Algunos hablan de un narcicismo exacerbado, con tintes de megalomanía; otros apuestan por un trastorno bipolar, y se sabe con certeza que para el final de su vida, el genial artista sufrió de párkinson, sin embargo, su figura sigue generando especulaciones desafiantes para la ciencia y el mundo del arte por igual.

Las pistas para un retrato, o al menos algún boceto de la mente de Dalí, se siguen buscando  en esas áreas de vida que suelen afectar a cualquier ser humano: su familia, sus pérdidas, sus pasiones, sus amores…

Una familia de tragedia griega

Una familia de matices trágicos, así suelen definir los comentaristas de su vida el ambiente familiar del genio artístico.

La figura más señalada del conjunto es una y otra vez  un padre hiperexigente y autoritario, que le demanda a su hijo nada menos que remplazar al hermano muerto nueve meses antes de su nacimiento y llamado también Salvador.

Tanto biógrafos como el realizador Ventura Pons, en su película Miss Dalí, y el supercitado libro de memorias de su hermana Anna María Dalí, se refieren a un trauma infantil de Salvador generadas por las figuras del padre y del hermano muerto a los dos años por una gripe mal curada.

Sustituir en el afecto paterno al pequeño fallecido convertiría al pequeño Dalí en un niño siempre dispuesto a luchar por la atención, pero asumiendo la identidad fraterna con una certeza espantosa.

En sus propias palabras, Dalí demostraría ya de adulto los efectos de esa confusión en su autoconcepción: “Decían que nos parecíamos como dos gotas de agua, pero dábamos reflejos diferentes… Mi hermano era probablemente una primera visión de mí mismo, pero según una concepción demasiado absoluta”.

La comparación constante, e incluso la aseveración de su padre de que Dalí era la reencarnación del primer Salvador, fueron sin dudas clave para influenciar la formación de un pequeño egocéntrico, necesitado de aprobación y reconocimiento constantes, y con una irracional obsesión por la inmortalidad.

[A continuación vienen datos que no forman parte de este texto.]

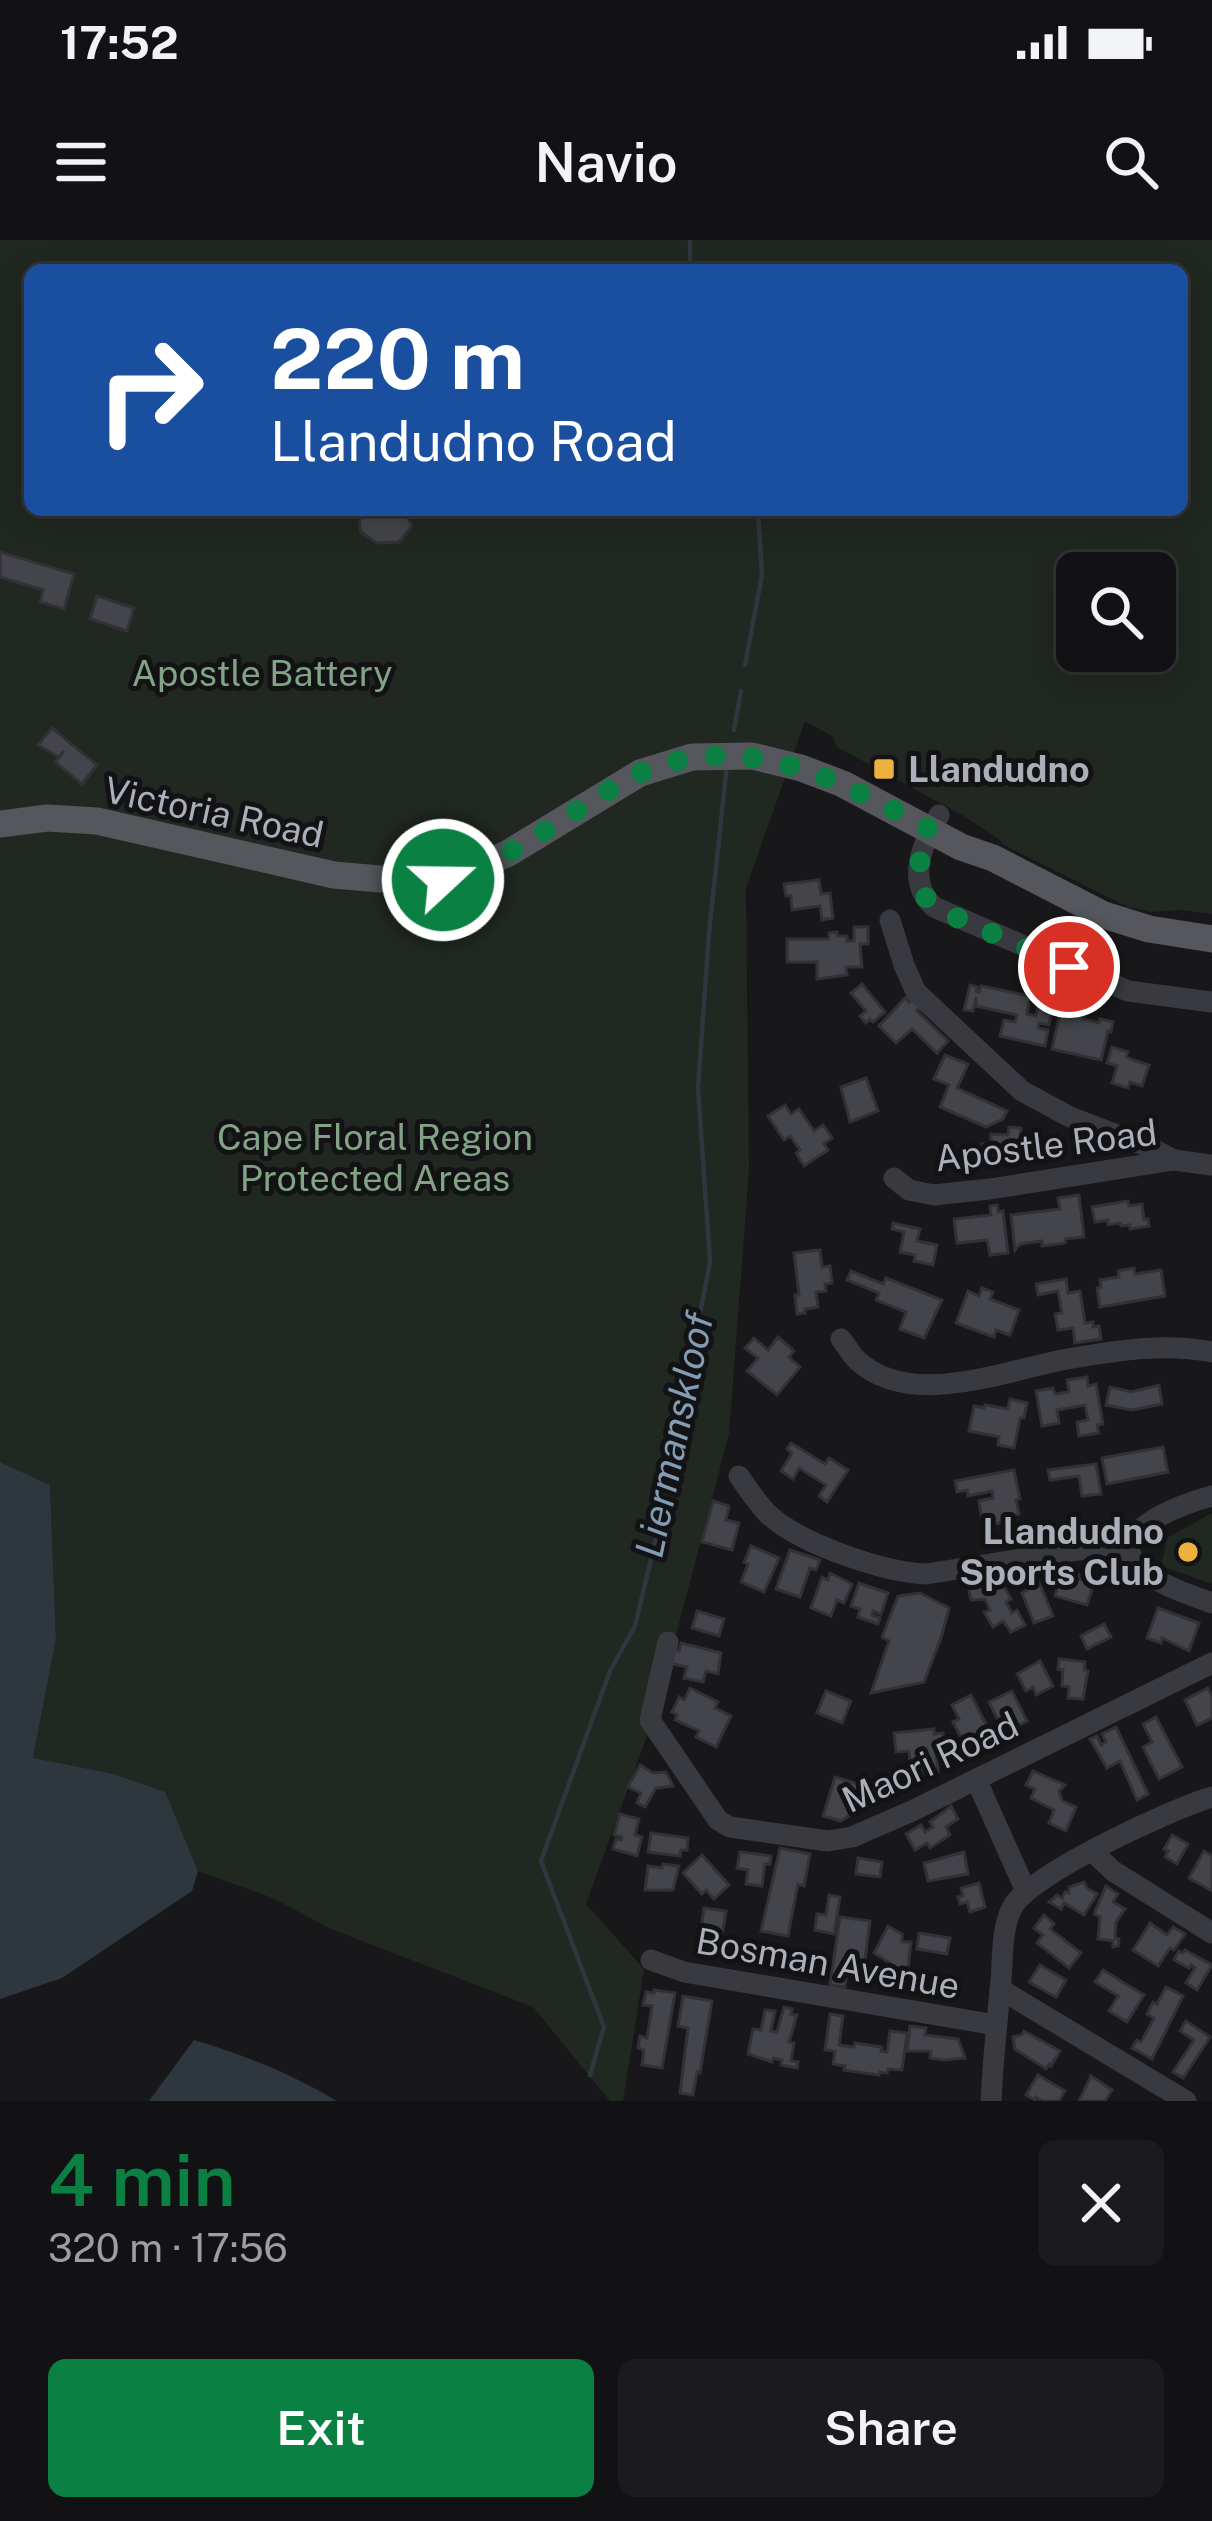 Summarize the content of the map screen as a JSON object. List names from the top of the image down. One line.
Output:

A un contexto como este, se unió pronto otro factor que sería tanto cauce de sus mejores virtudes como un camino de altibajos emocionales: la genialidad plástica.

Para los doce o trece años, toda la familia Dalí sabía que el niño poseía un don artístico. A las exigencias paternas de cambio de identidad, la madre sumaría las de la depuración artística no con menos ahínco.

En sus memorias, Anna María Dalí cuenta, “No hacía como el resto de los chicos, él no tenía vacaciones. Mi madre vio rápidamente que Salvador tenía un don y le ayudó a trabarlo”.

Para sus catorce años, el adolescente exponía carboncillos junto a los artistas locales de su provincia y se abandonaba a las inquietudes creativas durante horas.

Dos años más tarde editaría junto a sus amigos una revista que incluía pinturas y artículos sobre los paradigmas plásticos que había elegido, Goya, Da Vinci, Velázquez…

Pero otro huracán emocional llegaría a su vida a los dieciséis: la muerte de la madre debido a un cáncer uterino. A partir de entonces, las tensiones entre Dalí y su padre solo irían en aumento, y únicamente la hermana asumiría el rol familiar para el artista.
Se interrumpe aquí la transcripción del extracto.